**ABOUT THIS TASK**
Take the records below from their first line to the line with "position:absolute; left:24px; top:24px;", and restate those lines word for word.

**EXCERPTED DATA**
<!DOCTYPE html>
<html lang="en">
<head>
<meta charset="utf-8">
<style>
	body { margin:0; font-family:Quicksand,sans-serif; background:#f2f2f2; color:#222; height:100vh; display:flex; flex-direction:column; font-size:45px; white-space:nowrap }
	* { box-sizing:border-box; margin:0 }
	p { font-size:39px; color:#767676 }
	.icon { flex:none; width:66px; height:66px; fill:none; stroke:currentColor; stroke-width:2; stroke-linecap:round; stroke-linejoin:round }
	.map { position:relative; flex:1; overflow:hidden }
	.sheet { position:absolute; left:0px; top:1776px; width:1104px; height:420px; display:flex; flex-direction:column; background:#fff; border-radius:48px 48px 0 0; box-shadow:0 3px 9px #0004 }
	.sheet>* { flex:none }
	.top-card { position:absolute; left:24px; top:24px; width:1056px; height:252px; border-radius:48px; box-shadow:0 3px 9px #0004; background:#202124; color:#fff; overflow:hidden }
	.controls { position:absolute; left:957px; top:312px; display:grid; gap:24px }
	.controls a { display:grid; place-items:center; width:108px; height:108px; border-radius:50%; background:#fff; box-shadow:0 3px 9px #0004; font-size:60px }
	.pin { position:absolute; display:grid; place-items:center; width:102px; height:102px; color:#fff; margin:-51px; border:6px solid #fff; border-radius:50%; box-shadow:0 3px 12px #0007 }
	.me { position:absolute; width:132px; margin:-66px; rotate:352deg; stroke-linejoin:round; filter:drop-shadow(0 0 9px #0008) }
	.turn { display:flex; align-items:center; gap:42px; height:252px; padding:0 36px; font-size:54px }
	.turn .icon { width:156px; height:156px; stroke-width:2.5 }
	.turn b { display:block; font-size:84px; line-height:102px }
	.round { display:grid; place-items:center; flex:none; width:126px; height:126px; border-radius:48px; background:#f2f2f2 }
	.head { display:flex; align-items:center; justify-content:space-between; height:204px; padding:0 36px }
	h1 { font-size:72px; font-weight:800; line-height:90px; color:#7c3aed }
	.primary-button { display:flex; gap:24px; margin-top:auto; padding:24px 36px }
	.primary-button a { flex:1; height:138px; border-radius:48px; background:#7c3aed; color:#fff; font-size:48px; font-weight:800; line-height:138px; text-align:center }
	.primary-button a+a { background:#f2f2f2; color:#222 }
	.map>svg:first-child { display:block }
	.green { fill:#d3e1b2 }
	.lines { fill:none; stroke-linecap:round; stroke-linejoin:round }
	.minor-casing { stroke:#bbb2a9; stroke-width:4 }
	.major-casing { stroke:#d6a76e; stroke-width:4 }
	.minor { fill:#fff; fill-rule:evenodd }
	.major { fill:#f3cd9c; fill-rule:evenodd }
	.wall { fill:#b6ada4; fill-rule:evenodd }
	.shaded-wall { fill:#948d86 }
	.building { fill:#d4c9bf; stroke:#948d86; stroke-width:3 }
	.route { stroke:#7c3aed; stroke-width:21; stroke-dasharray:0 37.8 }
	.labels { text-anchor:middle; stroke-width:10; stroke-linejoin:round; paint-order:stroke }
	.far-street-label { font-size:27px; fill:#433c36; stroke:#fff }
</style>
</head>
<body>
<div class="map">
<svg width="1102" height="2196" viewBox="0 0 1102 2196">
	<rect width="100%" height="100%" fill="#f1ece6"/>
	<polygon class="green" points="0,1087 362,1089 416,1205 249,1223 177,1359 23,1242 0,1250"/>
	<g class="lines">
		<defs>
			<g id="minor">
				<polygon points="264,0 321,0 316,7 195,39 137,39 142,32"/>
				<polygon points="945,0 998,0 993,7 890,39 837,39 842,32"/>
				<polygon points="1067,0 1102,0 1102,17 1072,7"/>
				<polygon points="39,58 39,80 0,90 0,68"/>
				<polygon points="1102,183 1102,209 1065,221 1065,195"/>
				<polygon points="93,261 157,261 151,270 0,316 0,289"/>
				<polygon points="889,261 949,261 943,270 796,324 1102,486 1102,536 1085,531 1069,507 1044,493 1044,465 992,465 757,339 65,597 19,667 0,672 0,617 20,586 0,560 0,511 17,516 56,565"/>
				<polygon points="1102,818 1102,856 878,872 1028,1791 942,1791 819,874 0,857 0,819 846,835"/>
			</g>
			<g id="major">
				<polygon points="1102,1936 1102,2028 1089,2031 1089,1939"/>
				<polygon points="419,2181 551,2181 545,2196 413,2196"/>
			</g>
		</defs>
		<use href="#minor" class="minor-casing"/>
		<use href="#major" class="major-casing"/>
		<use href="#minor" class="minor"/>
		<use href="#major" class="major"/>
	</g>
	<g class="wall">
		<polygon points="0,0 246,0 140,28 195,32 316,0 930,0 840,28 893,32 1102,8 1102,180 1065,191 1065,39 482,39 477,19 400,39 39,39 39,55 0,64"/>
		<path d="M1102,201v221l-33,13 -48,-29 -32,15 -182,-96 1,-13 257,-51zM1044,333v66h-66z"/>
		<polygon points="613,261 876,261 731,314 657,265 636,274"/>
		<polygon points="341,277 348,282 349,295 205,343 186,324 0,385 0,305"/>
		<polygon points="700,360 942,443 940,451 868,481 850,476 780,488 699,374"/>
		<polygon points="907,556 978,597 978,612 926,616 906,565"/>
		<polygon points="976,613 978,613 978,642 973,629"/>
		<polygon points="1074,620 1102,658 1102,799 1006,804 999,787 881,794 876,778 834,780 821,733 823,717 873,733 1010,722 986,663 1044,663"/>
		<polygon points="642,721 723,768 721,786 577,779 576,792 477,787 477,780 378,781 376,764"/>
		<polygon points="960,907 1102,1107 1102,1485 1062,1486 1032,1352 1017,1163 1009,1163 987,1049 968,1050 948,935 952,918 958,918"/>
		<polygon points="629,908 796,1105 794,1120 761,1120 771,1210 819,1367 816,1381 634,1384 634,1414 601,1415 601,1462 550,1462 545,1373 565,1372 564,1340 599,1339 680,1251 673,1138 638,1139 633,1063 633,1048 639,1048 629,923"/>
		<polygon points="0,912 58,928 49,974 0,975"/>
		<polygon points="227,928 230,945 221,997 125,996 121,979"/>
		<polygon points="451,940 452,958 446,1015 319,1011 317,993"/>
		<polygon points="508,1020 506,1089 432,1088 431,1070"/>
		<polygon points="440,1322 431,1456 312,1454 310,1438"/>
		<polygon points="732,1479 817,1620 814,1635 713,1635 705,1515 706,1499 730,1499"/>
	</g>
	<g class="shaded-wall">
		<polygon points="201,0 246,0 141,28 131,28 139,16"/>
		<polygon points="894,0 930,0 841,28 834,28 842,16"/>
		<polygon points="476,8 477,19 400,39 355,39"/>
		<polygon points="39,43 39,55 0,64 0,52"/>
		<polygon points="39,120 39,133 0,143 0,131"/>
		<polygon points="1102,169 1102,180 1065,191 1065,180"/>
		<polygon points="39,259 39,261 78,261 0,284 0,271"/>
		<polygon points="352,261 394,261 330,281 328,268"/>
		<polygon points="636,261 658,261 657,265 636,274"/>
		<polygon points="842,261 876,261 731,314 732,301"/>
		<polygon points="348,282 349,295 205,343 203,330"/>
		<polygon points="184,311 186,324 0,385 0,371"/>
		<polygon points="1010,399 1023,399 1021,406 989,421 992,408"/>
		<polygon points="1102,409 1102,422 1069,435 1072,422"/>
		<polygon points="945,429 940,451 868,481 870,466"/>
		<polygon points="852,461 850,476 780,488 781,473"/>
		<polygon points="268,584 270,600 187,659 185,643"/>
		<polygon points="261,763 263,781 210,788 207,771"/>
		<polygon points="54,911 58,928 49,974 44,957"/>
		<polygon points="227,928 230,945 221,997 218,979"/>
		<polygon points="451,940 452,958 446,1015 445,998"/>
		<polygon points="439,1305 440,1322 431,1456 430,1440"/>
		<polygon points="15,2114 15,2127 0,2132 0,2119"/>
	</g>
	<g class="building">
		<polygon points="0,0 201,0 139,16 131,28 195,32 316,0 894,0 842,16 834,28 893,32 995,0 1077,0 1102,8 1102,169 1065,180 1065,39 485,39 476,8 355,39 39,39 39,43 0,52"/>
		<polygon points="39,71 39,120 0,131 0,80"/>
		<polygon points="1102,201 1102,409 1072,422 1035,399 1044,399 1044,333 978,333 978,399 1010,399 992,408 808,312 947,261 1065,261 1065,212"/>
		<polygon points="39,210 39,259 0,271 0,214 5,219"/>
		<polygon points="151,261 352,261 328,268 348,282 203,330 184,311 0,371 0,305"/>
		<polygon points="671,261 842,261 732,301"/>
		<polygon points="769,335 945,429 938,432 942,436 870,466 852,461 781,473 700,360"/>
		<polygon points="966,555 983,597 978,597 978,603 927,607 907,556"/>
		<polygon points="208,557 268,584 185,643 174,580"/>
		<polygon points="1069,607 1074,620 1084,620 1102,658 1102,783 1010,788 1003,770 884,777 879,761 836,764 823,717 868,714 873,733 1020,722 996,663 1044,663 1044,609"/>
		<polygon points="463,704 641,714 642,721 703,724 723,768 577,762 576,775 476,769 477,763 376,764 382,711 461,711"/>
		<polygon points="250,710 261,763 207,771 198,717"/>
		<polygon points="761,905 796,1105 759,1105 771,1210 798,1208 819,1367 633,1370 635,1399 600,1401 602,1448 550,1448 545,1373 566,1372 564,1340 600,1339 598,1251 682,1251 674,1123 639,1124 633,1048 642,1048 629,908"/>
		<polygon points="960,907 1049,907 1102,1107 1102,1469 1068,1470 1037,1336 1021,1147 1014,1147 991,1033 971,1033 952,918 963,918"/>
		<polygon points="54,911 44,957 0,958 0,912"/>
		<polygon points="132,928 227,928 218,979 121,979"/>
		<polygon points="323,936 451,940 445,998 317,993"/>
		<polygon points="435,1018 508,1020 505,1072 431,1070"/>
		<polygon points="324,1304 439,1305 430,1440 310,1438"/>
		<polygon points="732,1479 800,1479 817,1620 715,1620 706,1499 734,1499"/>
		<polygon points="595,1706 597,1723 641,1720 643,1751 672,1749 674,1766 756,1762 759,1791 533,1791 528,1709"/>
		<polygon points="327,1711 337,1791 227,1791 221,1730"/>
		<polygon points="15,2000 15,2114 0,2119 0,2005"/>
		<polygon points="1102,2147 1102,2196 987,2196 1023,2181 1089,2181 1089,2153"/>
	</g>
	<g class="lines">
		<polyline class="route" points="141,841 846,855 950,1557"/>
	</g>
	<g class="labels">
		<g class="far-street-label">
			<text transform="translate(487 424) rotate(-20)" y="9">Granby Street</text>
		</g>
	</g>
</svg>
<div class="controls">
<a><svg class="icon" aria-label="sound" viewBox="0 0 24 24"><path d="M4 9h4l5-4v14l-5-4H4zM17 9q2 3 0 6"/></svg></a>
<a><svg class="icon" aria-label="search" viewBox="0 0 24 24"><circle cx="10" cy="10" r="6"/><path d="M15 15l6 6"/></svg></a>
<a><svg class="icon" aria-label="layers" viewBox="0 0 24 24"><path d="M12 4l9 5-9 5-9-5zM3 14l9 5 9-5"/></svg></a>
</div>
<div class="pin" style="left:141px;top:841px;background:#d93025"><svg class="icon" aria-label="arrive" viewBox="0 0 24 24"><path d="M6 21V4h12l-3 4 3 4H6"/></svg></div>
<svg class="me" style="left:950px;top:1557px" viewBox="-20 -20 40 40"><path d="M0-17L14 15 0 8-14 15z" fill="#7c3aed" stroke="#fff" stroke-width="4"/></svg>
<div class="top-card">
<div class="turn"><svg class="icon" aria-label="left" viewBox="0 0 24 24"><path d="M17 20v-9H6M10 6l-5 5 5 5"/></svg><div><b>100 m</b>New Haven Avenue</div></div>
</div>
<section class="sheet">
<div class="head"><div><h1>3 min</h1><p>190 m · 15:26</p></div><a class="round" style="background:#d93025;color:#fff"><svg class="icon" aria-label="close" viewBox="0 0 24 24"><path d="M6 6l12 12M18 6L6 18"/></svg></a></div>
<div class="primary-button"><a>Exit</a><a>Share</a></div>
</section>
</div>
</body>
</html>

**TASK RESULT**
<!DOCTYPE html>
<html lang="en">
<head>
<meta charset="utf-8">
<style>
	body { margin:0; font-family:Quicksand,sans-serif; background:#f2f2f2; color:#222; height:100vh; display:flex; flex-direction:column; font-size:45px; white-space:nowrap }
	* { box-sizing:border-box; margin:0 }
	p { font-size:39px; color:#767676 }
	.icon { flex:none; width:66px; height:66px; fill:none; stroke:currentColor; stroke-width:2; stroke-linecap:round; stroke-linejoin:round }
	.map { position:relative; flex:1; overflow:hidden }
	.sheet { position:absolute; left:0px; top:1776px; width:1104px; height:420px; display:flex; flex-direction:column; background:#fff; border-radius:48px 48px 0 0; box-shadow:0 3px 9px #0004 }
	.sheet>* { flex:none }
	.top-card { position:absolute; left:24px; top:24px; width:1056px; height:252px; border-radius:48px; box-shadow:0 3px 9px #0004; background:#202124; color:#fff; overflow:hidden }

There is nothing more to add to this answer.